(Beginning of Task material)

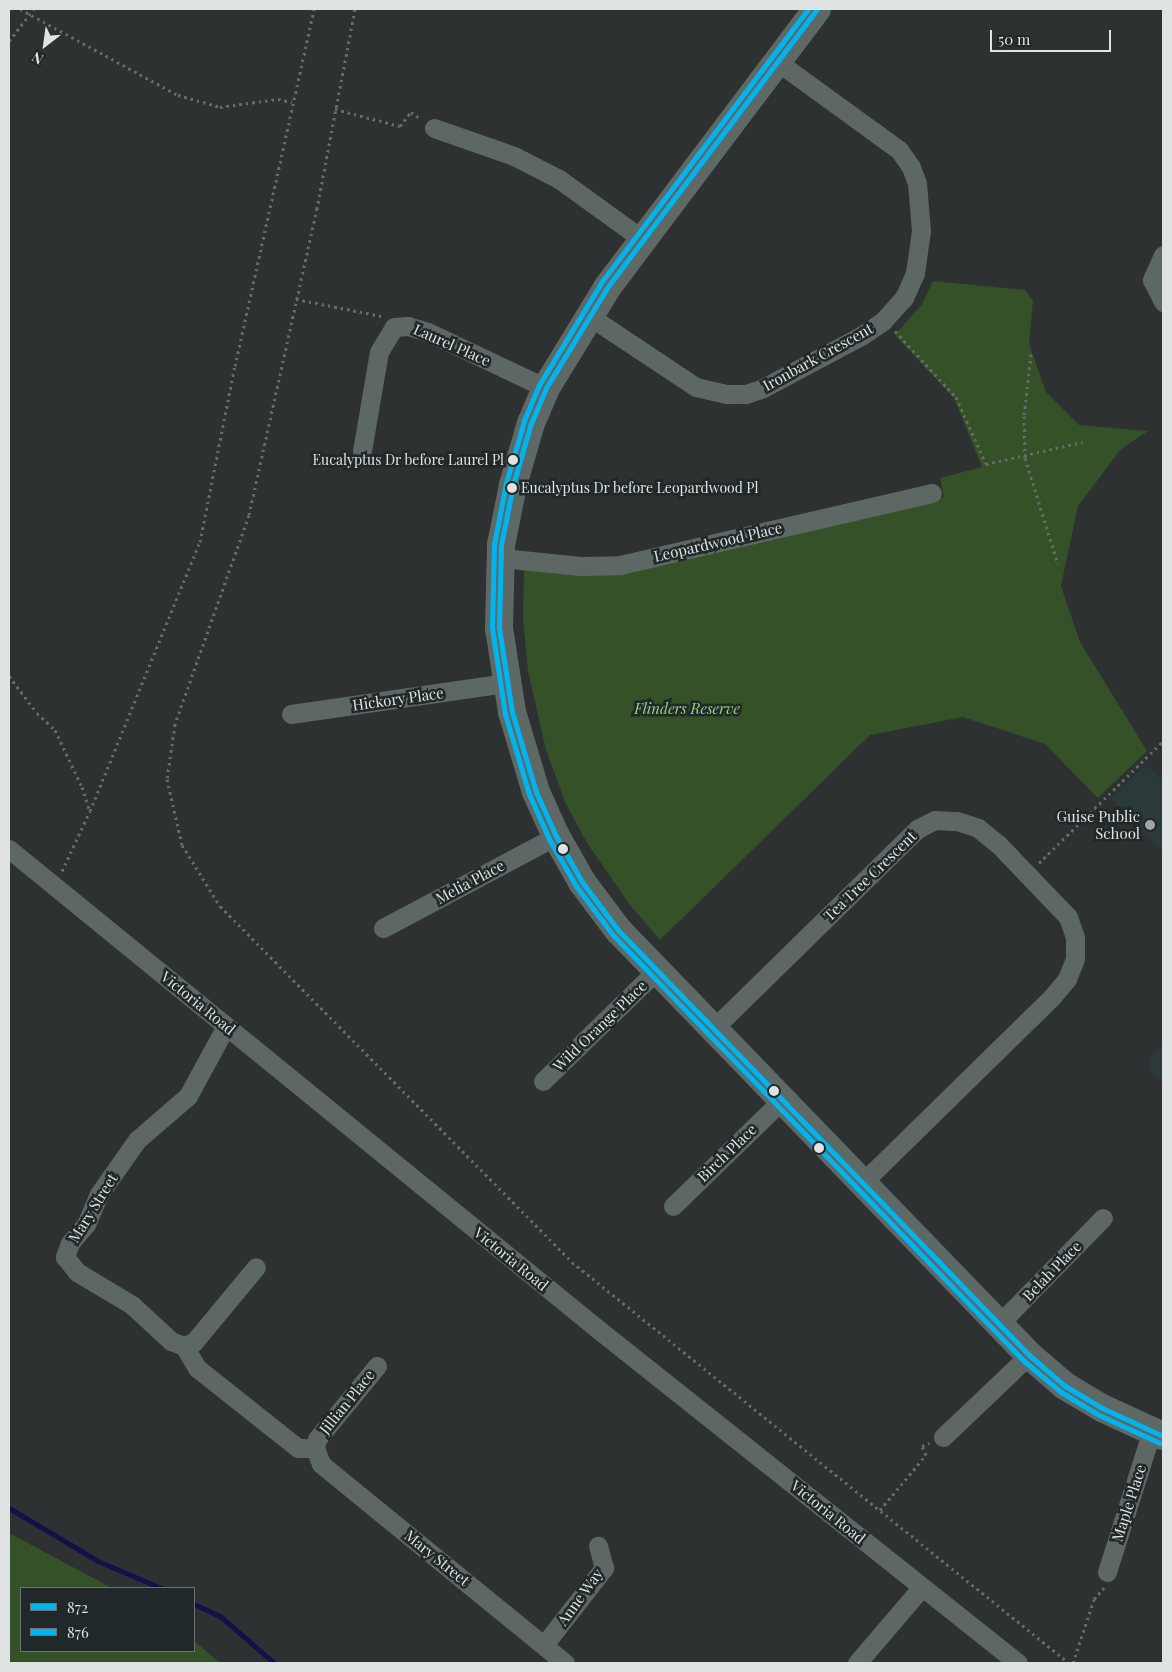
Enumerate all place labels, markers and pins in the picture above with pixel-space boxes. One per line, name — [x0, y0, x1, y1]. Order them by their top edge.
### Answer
place label: Eucalyptus Dr before Laurel Pl — [312, 452, 504, 468]
marker: Eucalyptus Dr before Laurel Pl — [508, 455, 518, 465]
place label: Eucalyptus Dr before Leopardwood Pl — [521, 480, 759, 496]
marker: Eucalyptus Dr before Leopardwood Pl — [507, 483, 517, 493]
place label: Guise Public School — [1057, 807, 1140, 842]
marker: Guise Public School — [1144, 819, 1156, 831]
unlabelled marker — [558, 844, 568, 854]
unlabelled marker — [769, 1086, 779, 1096]
unlabelled marker — [814, 1143, 824, 1153]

(End of Task material)

### Exercise goal
None of the pictures should appear; copy the rest of the material above exactly.

### Result for this exercise
Enumerate all place labels, markers and pins in the picture above with pixel-space boxes. One per line, name — [x0, y0, x1, y1]. Order them by their top edge.
### Answer
place label: Eucalyptus Dr before Laurel Pl — [312, 452, 504, 468]
marker: Eucalyptus Dr before Laurel Pl — [508, 455, 518, 465]
place label: Eucalyptus Dr before Leopardwood Pl — [521, 480, 759, 496]
marker: Eucalyptus Dr before Leopardwood Pl — [507, 483, 517, 493]
place label: Guise Public School — [1057, 807, 1140, 842]
marker: Guise Public School — [1144, 819, 1156, 831]
unlabelled marker — [558, 844, 568, 854]
unlabelled marker — [769, 1086, 779, 1096]
unlabelled marker — [814, 1143, 824, 1153]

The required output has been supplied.